● **ACTION ITEM**:
Give all of the records again. Match them exactly.

● **EXERCISE MATERIAL**:
____
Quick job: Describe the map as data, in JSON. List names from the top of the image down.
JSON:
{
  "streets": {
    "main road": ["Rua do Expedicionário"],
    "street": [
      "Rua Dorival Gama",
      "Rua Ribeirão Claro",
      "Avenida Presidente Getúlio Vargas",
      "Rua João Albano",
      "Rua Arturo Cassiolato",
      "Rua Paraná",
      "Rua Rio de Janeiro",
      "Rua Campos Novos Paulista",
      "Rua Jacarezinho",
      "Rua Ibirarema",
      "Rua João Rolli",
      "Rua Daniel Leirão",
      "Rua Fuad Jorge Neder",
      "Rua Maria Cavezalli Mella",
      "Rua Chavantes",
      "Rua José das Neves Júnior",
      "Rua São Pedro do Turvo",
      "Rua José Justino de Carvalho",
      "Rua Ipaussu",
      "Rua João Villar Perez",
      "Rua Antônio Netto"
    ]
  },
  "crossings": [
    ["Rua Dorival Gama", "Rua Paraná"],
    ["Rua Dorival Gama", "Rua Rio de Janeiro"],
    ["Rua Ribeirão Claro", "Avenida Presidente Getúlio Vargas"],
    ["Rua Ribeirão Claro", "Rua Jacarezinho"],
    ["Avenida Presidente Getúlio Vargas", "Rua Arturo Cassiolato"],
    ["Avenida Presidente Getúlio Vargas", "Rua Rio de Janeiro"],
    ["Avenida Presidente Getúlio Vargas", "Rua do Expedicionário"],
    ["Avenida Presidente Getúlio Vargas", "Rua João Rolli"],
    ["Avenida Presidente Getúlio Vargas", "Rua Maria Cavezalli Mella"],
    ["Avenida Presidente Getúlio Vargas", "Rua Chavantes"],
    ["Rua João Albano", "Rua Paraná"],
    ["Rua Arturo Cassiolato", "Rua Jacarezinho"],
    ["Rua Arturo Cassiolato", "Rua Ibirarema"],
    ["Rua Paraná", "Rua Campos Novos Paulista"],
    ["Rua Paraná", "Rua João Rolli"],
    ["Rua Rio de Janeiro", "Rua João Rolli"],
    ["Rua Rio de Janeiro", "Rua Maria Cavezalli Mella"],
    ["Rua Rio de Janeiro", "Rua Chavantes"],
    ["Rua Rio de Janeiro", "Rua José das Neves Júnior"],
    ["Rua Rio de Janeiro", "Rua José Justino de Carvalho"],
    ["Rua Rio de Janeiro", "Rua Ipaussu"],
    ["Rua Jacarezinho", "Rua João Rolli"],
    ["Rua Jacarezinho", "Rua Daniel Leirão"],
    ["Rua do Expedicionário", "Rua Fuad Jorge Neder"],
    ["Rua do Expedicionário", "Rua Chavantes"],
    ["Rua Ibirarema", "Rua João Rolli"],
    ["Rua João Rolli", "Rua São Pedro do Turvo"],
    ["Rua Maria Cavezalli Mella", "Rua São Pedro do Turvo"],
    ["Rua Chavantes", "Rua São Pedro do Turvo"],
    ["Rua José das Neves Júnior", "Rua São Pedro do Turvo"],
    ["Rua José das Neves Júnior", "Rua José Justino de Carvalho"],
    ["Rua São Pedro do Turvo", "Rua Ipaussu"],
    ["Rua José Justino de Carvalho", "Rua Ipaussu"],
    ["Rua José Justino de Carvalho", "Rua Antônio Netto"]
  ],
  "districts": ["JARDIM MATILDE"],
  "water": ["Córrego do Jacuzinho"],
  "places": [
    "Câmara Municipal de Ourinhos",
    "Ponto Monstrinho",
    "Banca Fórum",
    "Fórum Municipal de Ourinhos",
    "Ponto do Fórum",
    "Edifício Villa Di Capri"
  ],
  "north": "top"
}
____
● **PROBLEM SOLUTION**:
Quick job: Describe the map as data, in JSON. List names from the top of the image down.
JSON:
{
  "streets": {
    "main road": ["Rua do Expedicionário"],
    "street": [
      "Rua Dorival Gama",
      "Rua Ribeirão Claro",
      "Avenida Presidente Getúlio Vargas",
      "Rua João Albano",
      "Rua Arturo Cassiolato",
      "Rua Paraná",
      "Rua Rio de Janeiro",
      "Rua Campos Novos Paulista",
      "Rua Jacarezinho",
      "Rua Ibirarema",
      "Rua João Rolli",
      "Rua Daniel Leirão",
      "Rua Fuad Jorge Neder",
      "Rua Maria Cavezalli Mella",
      "Rua Chavantes",
      "Rua José das Neves Júnior",
      "Rua São Pedro do Turvo",
      "Rua José Justino de Carvalho",
      "Rua Ipaussu",
      "Rua João Villar Perez",
      "Rua Antônio Netto"
    ]
  },
  "crossings": [
    ["Rua Dorival Gama", "Rua Paraná"],
    ["Rua Dorival Gama", "Rua Rio de Janeiro"],
    ["Rua Ribeirão Claro", "Avenida Presidente Getúlio Vargas"],
    ["Rua Ribeirão Claro", "Rua Jacarezinho"],
    ["Avenida Presidente Getúlio Vargas", "Rua Arturo Cassiolato"],
    ["Avenida Presidente Getúlio Vargas", "Rua Rio de Janeiro"],
    ["Avenida Presidente Getúlio Vargas", "Rua do Expedicionário"],
    ["Avenida Presidente Getúlio Vargas", "Rua João Rolli"],
    ["Avenida Presidente Getúlio Vargas", "Rua Maria Cavezalli Mella"],
    ["Avenida Presidente Getúlio Vargas", "Rua Chavantes"],
    ["Rua João Albano", "Rua Paraná"],
    ["Rua Arturo Cassiolato", "Rua Jacarezinho"],
    ["Rua Arturo Cassiolato", "Rua Ibirarema"],
    ["Rua Paraná", "Rua Campos Novos Paulista"],
    ["Rua Paraná", "Rua João Rolli"],
    ["Rua Rio de Janeiro", "Rua João Rolli"],
    ["Rua Rio de Janeiro", "Rua Maria Cavezalli Mella"],
    ["Rua Rio de Janeiro", "Rua Chavantes"],
    ["Rua Rio de Janeiro", "Rua José das Neves Júnior"],
    ["Rua Rio de Janeiro", "Rua José Justino de Carvalho"],
    ["Rua Rio de Janeiro", "Rua Ipaussu"],
    ["Rua Jacarezinho", "Rua João Rolli"],
    ["Rua Jacarezinho", "Rua Daniel Leirão"],
    ["Rua do Expedicionário", "Rua Fuad Jorge Neder"],
    ["Rua do Expedicionário", "Rua Chavantes"],
    ["Rua Ibirarema", "Rua João Rolli"],
    ["Rua João Rolli", "Rua São Pedro do Turvo"],
    ["Rua Maria Cavezalli Mella", "Rua São Pedro do Turvo"],
    ["Rua Chavantes", "Rua São Pedro do Turvo"],
    ["Rua José das Neves Júnior", "Rua São Pedro do Turvo"],
    ["Rua José das Neves Júnior", "Rua José Justino de Carvalho"],
    ["Rua São Pedro do Turvo", "Rua Ipaussu"],
    ["Rua José Justino de Carvalho", "Rua Ipaussu"],
    ["Rua José Justino de Carvalho", "Rua Antônio Netto"]
  ],
  "districts": ["JARDIM MATILDE"],
  "water": ["Córrego do Jacuzinho"],
  "places": [
    "Câmara Municipal de Ourinhos",
    "Ponto Monstrinho",
    "Banca Fórum",
    "Fórum Municipal de Ourinhos",
    "Ponto do Fórum",
    "Edifício Villa Di Capri"
  ],
  "north": "top"
}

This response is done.